> **PROBLEM TO WORK ON**
Exactly as written, retype the listing below, omitting the pictures.

***

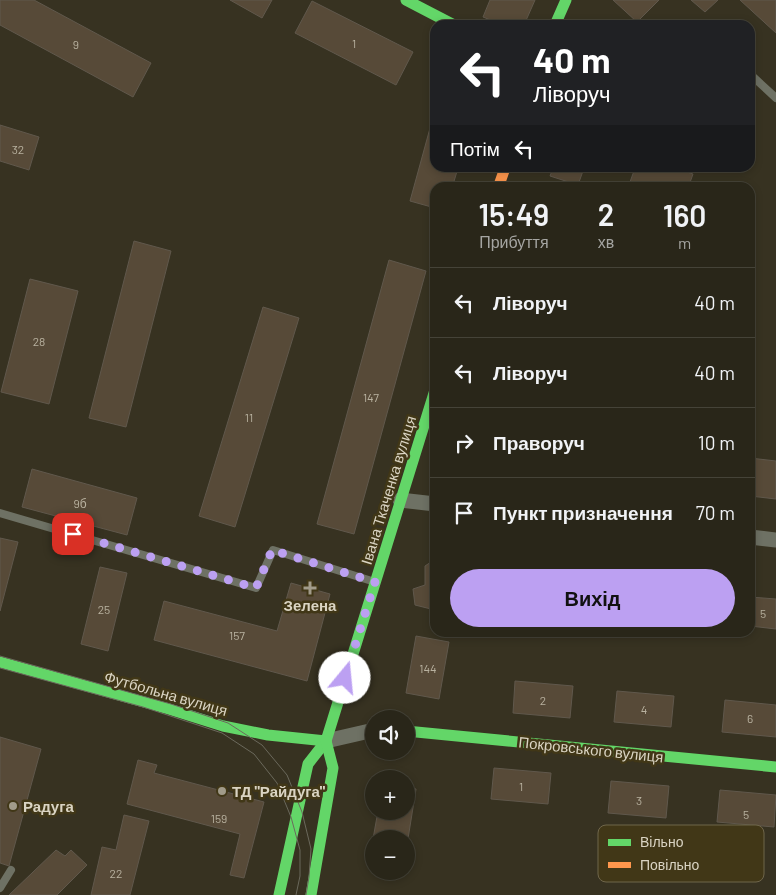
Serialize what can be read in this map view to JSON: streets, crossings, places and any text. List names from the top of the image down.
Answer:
{
  "streets": {
    "main road": ["Івана Ткаченка вулиця", "Футбольна вулиця", "Покровського вулиця"]
  },
  "crossings": [
    ["Івана Ткаченка вулиця", "Футбольна вулиця"]
  ],
  "places": {
    "health": ["Зелена"],
    "other": ["ТД \"Райдуга\"", "Радуга"]
  },
  "house_numbers": [
    "1",
    "9",
    "32",
    "28",
    "147",
    "11",
    "9б",
    "25",
    "5",
    "157",
    "144",
    "2",
    "4",
    "6",
    "1",
    "3",
    "5",
    "159",
    "22"
  ],
  "legend": ["Вільно", "Повільно"],
  "page": {
    "turn": ["40 m", "Ліворуч"],
    "then": "Потім",
    "eta": [
      "15:49",
      "Прибуття",
      "2",
      "хв",
      "160",
      "m"
    ],
    "list": [
      {
        "name": "Ліворуч",
        "value": "40 m"
      },
      {
        "name": "Ліворуч",
        "value": "40 m"
      },
      {
        "name": "Праворуч",
        "value": "10 m"
      },
      {
        "name": "Пункт призначення",
        "value": "70 m"
      }
    ],
    "buttons": "Вихід",
    "map_buttons": ["+", "−"]
  }
}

***

> **OUTPUT**
Serialize what can be read in this map view to JSON: streets, crossings, places and any text. List names from the top of the image down.
Answer:
{
  "streets": {
    "main road": ["Івана Ткаченка вулиця", "Футбольна вулиця", "Покровського вулиця"]
  },
  "crossings": [
    ["Івана Ткаченка вулиця", "Футбольна вулиця"]
  ],
  "places": {
    "health": ["Зелена"],
    "other": ["ТД \"Райдуга\"", "Радуга"]
  },
  "house_numbers": [
    "1",
    "9",
    "32",
    "28",
    "147",
    "11",
    "9б",
    "25",
    "5",
    "157",
    "144",
    "2",
    "4",
    "6",
    "1",
    "3",
    "5",
    "159",
    "22"
  ],
  "legend": ["Вільно", "Повільно"],
  "page": {
    "turn": ["40 m", "Ліворуч"],
    "then": "Потім",
    "eta": [
      "15:49",
      "Прибуття",
      "2",
      "хв",
      "160",
      "m"
    ],
    "list": [
      {
        "name": "Ліворуч",
        "value": "40 m"
      },
      {
        "name": "Ліворуч",
        "value": "40 m"
      },
      {
        "name": "Праворуч",
        "value": "10 m"
      },
      {
        "name": "Пункт призначення",
        "value": "70 m"
      }
    ],
    "buttons": "Вихід",
    "map_buttons": ["+", "−"]
  }
}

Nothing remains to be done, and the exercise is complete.